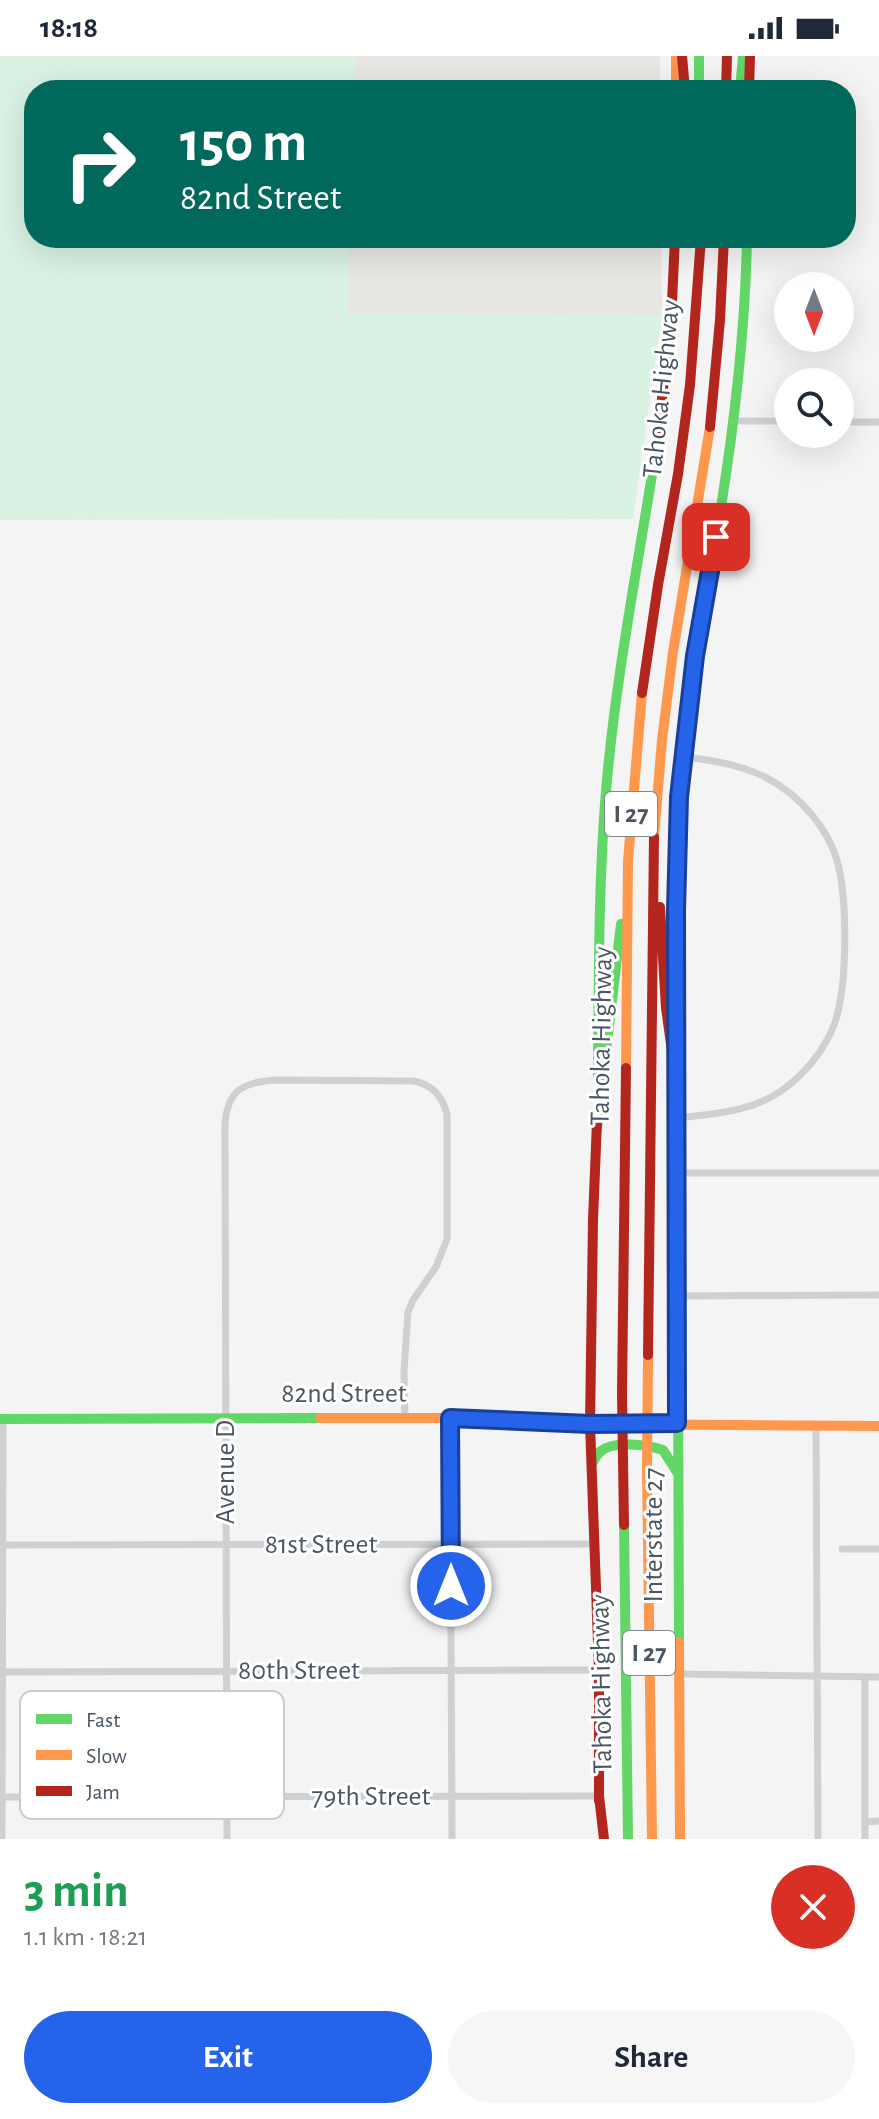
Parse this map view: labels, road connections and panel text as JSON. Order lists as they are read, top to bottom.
{
  "streets": {
    "main road": [
      "Tahoka Highway",
      "I 27",
      "82nd Street",
      "Interstate 27"
    ],
    "street": [
      "Avenue D",
      "81st Street",
      "80th Street",
      "79th Street"
    ]
  },
  "crossings": [
    ["Tahoka Highway", "Interstate 27"],
    ["82nd Street", "Avenue D"],
    ["82nd Street", "Interstate 27"],
    ["Avenue D", "81st Street"],
    ["Avenue D", "80th Street"],
    ["Interstate 27", "81st Street"],
    ["Interstate 27", "80th Street"],
    ["Interstate 27", "79th Street"]
  ],
  "legend": ["Fast", "Slow", "Jam"],
  "north": "bottom",
  "page": {
    "status": "18:18",
    "turn": ["150 m", "82nd Street"],
    "heading": ["3 min", "1.1 km · 18:21"],
    "buttons": ["Exit", "Share"]
  }
}
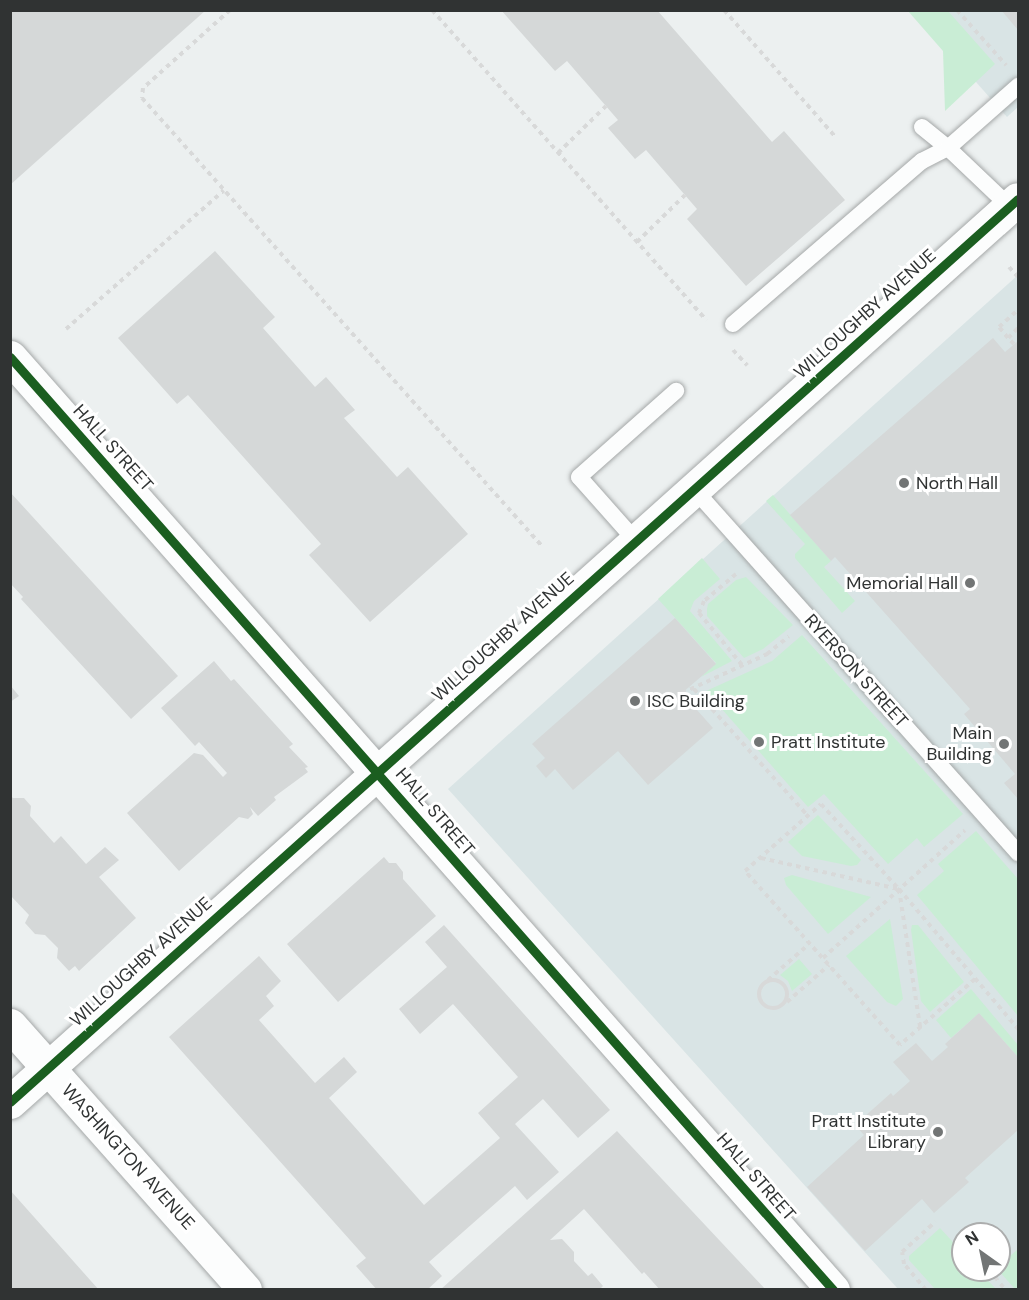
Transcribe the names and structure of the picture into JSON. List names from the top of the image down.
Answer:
{
  "streets": {
    "street": ["WILLOUGHBY AVENUE", "HALL STREET", "WASHINGTON AVENUE"],
    "lane": ["RYERSON STREET"]
  },
  "crossings": [
    ["WILLOUGHBY AVENUE", "HALL STREET"],
    ["WILLOUGHBY AVENUE", "RYERSON STREET"],
    ["WILLOUGHBY AVENUE", "WASHINGTON AVENUE"]
  ],
  "places": [
    "North Hall",
    "Memorial Hall",
    "ISC Building",
    "Pratt Institute",
    "Main Building",
    "Pratt Institute Library"
  ],
  "north": "top left"
}
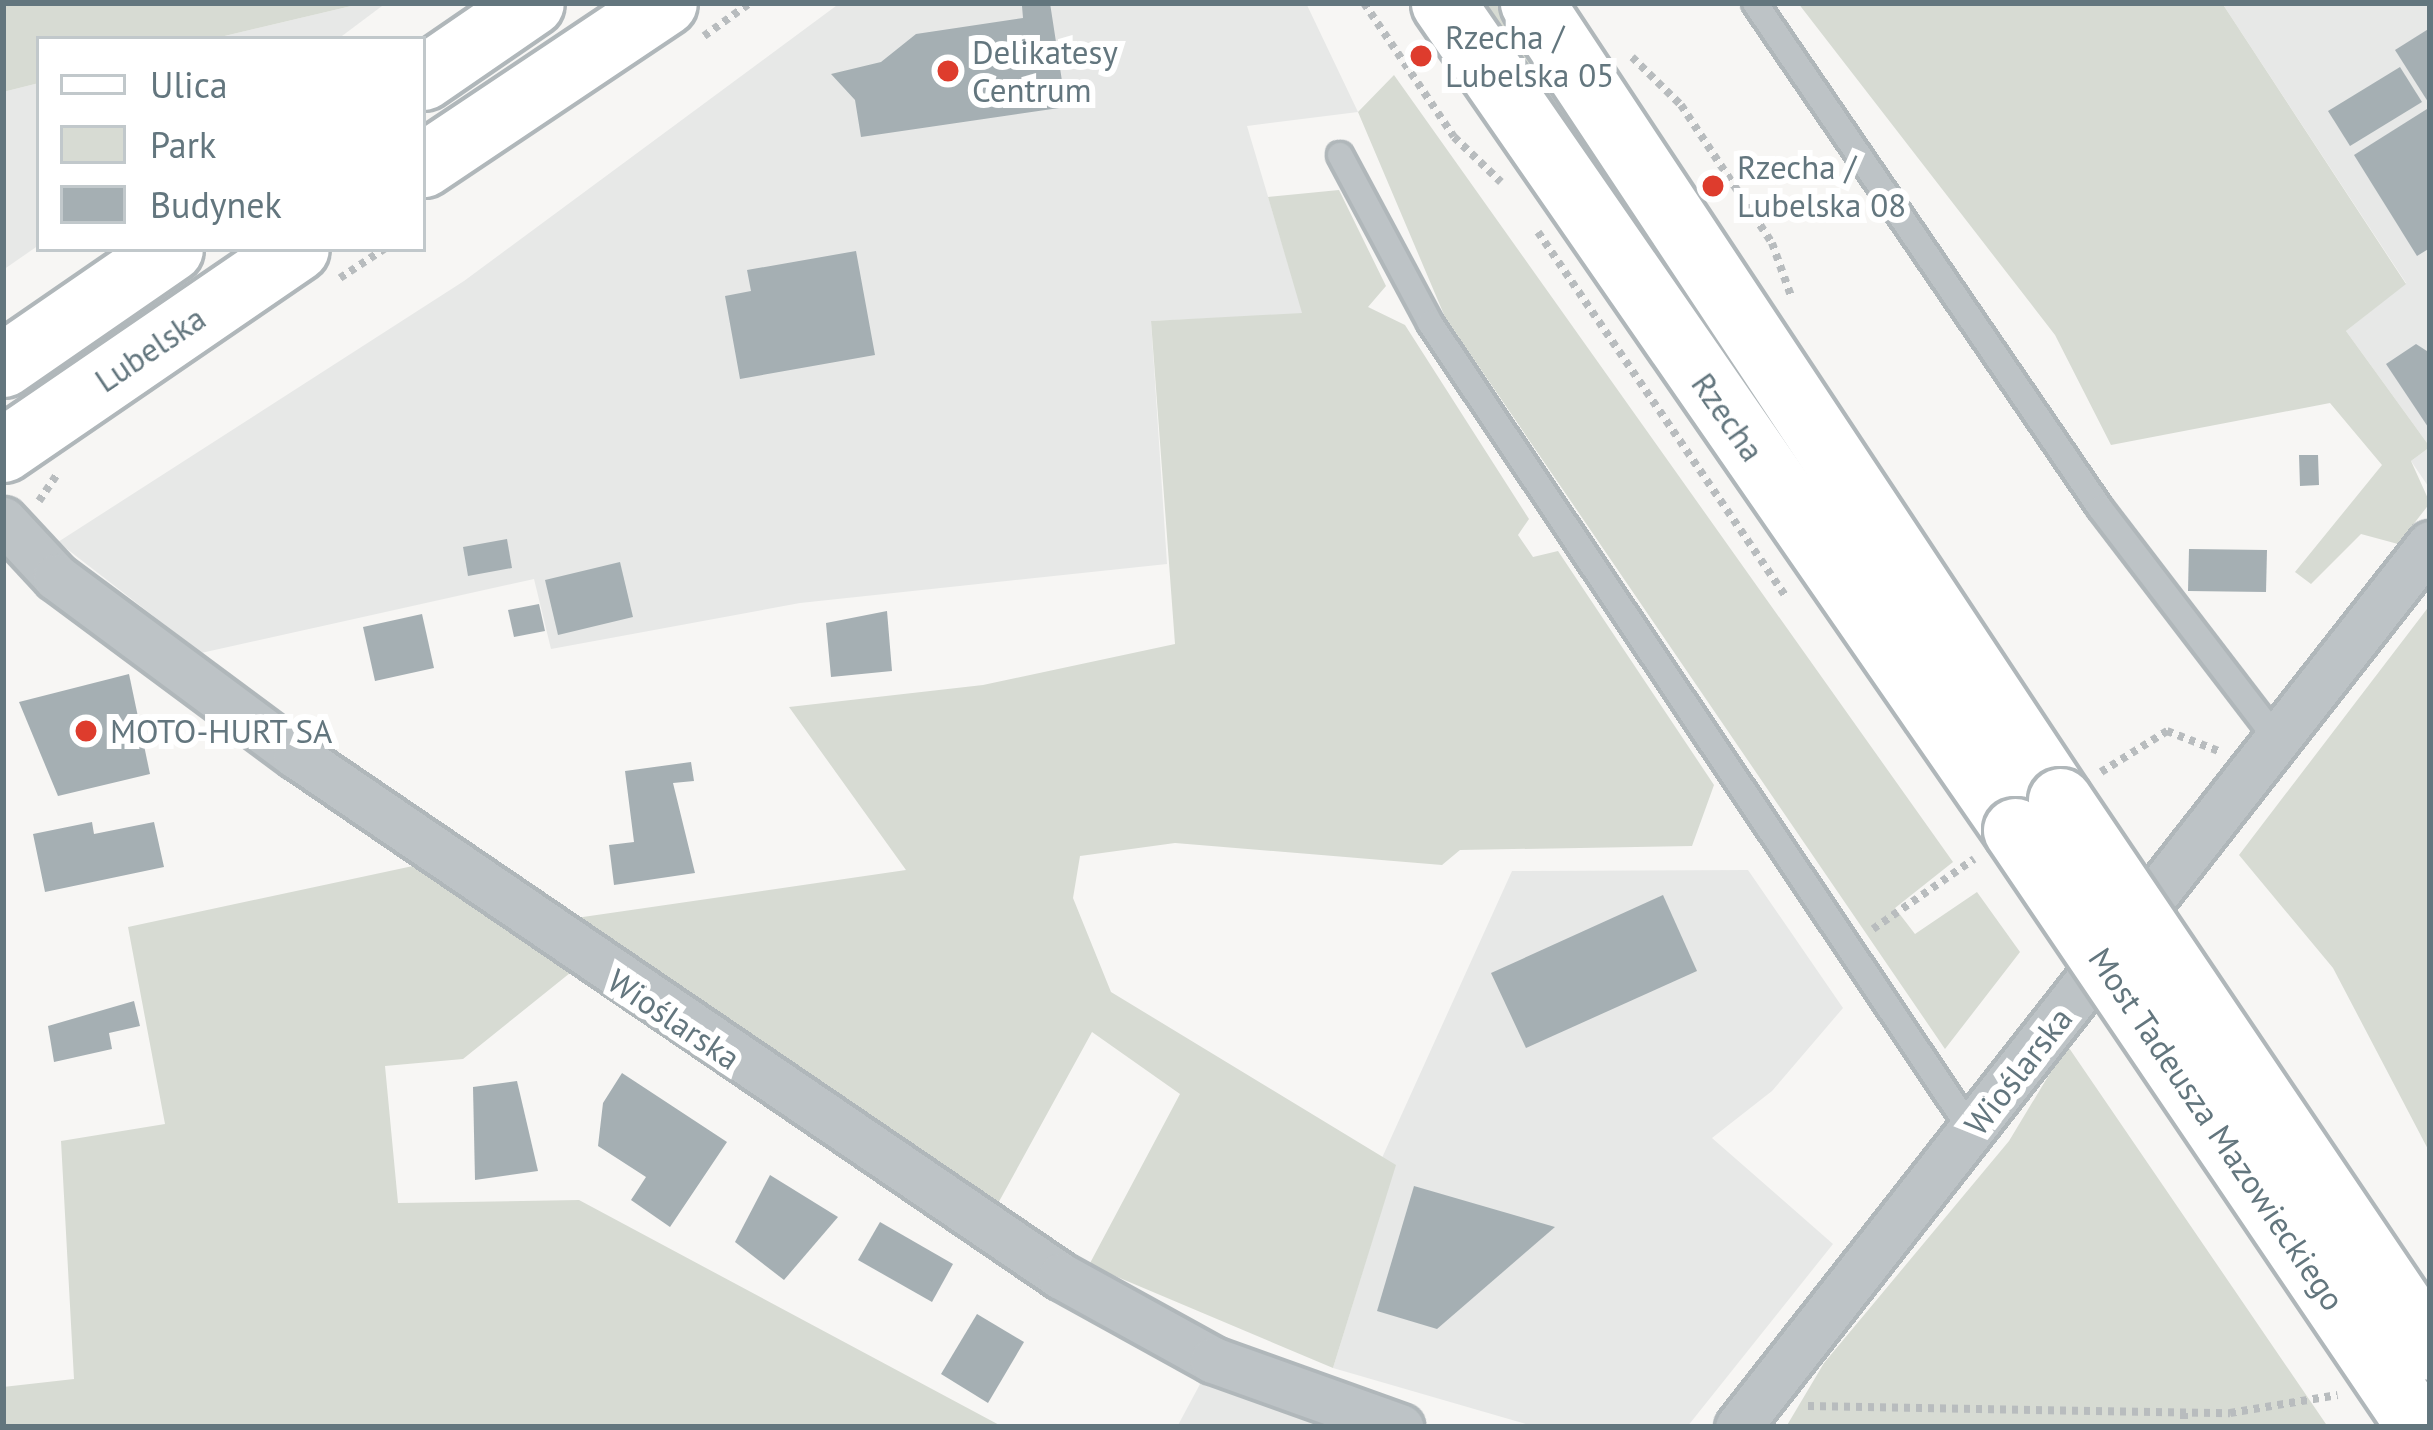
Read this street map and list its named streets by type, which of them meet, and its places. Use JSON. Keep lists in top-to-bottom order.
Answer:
{
  "streets": {
    "main road": ["Lubelska", "Rzecha", "Most Tadeusza Mazowieckiego"],
    "street": ["Wioślarska"]
  },
  "crossings": [
    ["Rzecha", "Most Tadeusza Mazowieckiego"]
  ],
  "places": [
    "Rzecha / Lubelska 05",
    "Delikatesy Centrum",
    "Rzecha / Lubelska 08",
    "MOTO-HURT SA"
  ],
  "legend": ["Ulica", "Park", "Budynek"]
}
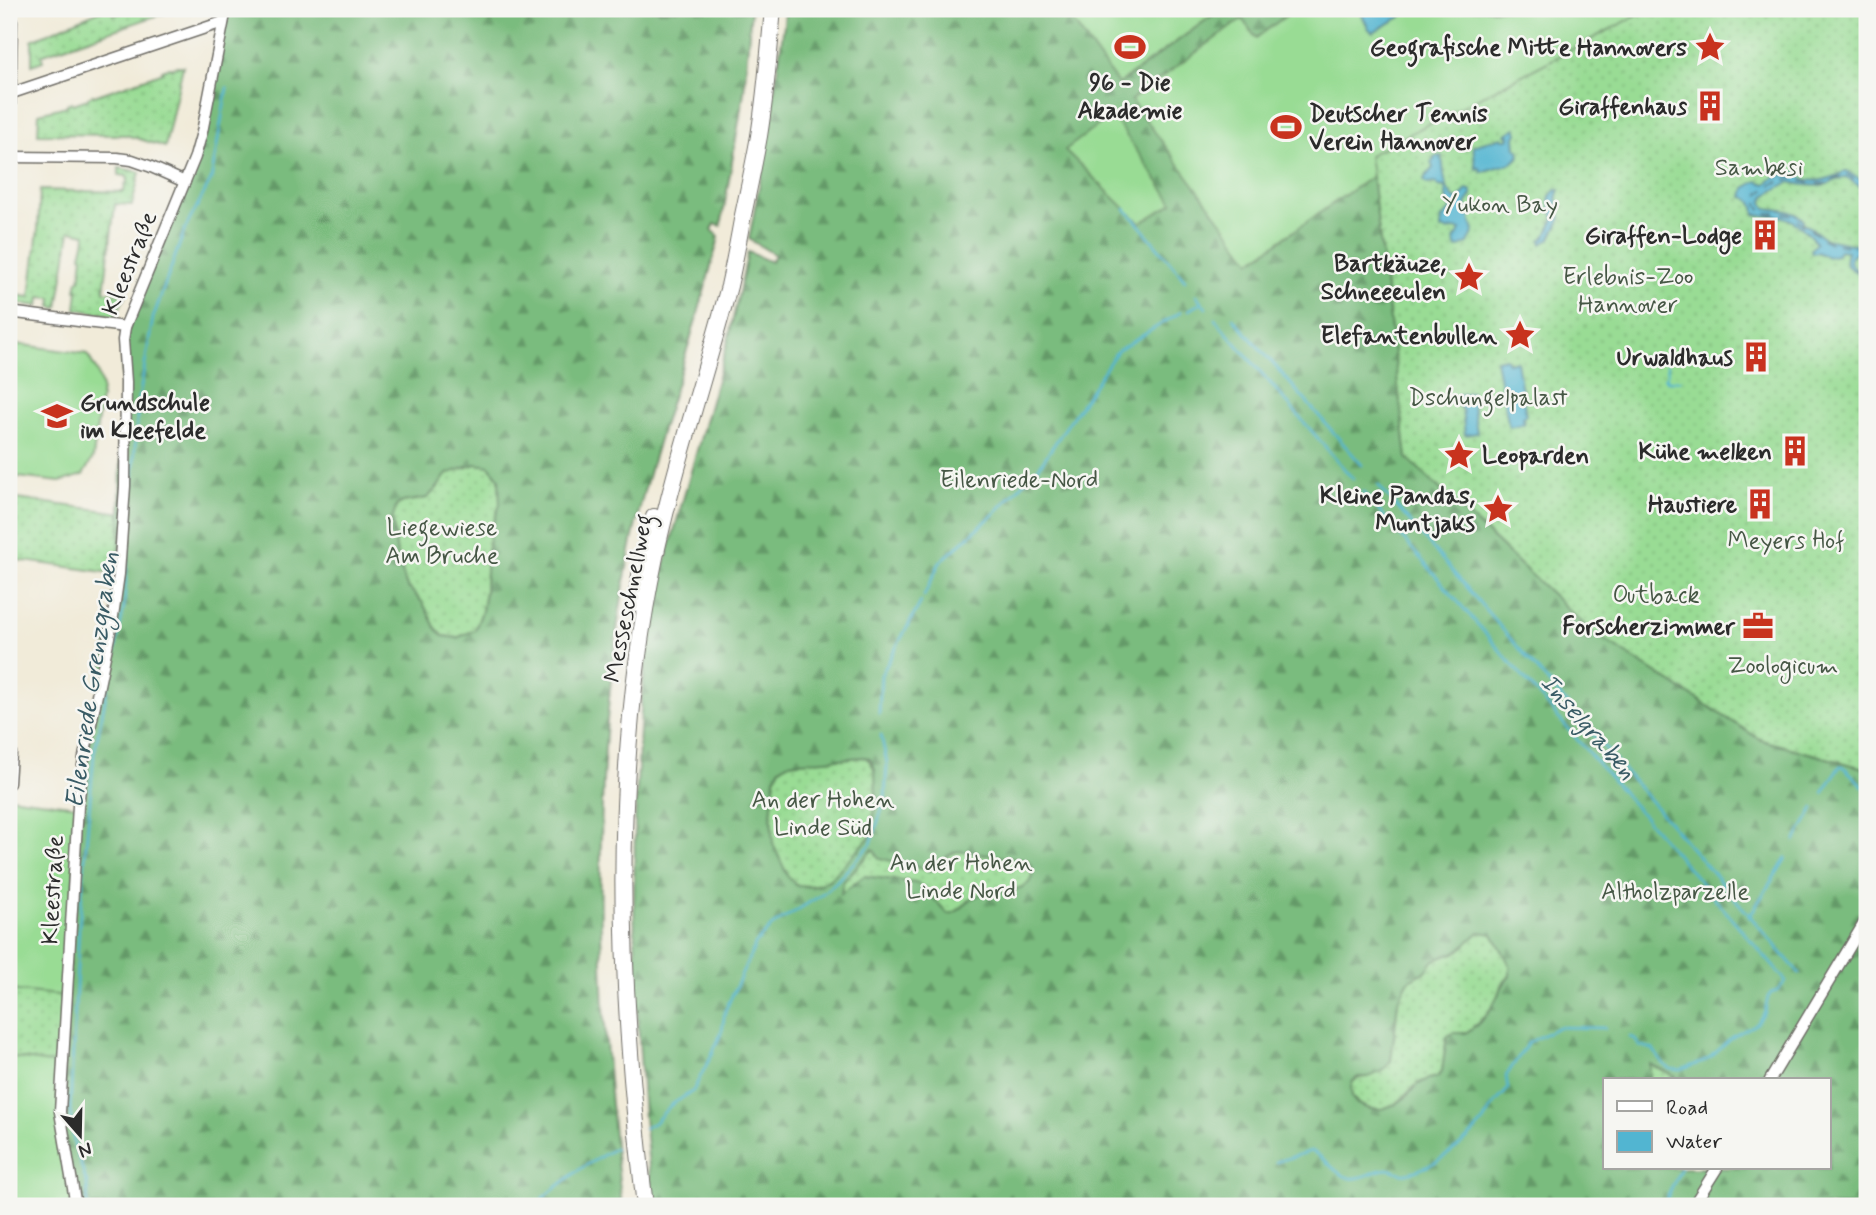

---------------

# [WHAT YOU ARE ASKED TO DO]
A clean copy is needed of the lines above from the one with "Transcribe the names" up to and including the one with "Read this street". Please set it down exactly, with no pictures.

# [REPLY TO THE TASK]
Transcribe the names and structure of the picture into JSON. List names from the top of the image down.
Answer:
{
  "streets": {
    "street": ["WILLOUGHBY AVENUE", "HALL STREET", "WASHINGTON AVENUE"],
    "lane": ["RYERSON STREET"]
  },
  "crossings": [
    ["WILLOUGHBY AVENUE", "HALL STREET"],
    ["WILLOUGHBY AVENUE", "RYERSON STREET"],
    ["WILLOUGHBY AVENUE", "WASHINGTON AVENUE"]
  ],
  "places": [
    "North Hall",
    "Memorial Hall",
    "ISC Building",
    "Pratt Institute",
    "Main Building",
    "Pratt Institute Library"
  ],
  "north": "top left"
}
Read this street map and list its named streets by type, which of them meet, and its places. Use JSON. Keep lists in top-to-bottom order.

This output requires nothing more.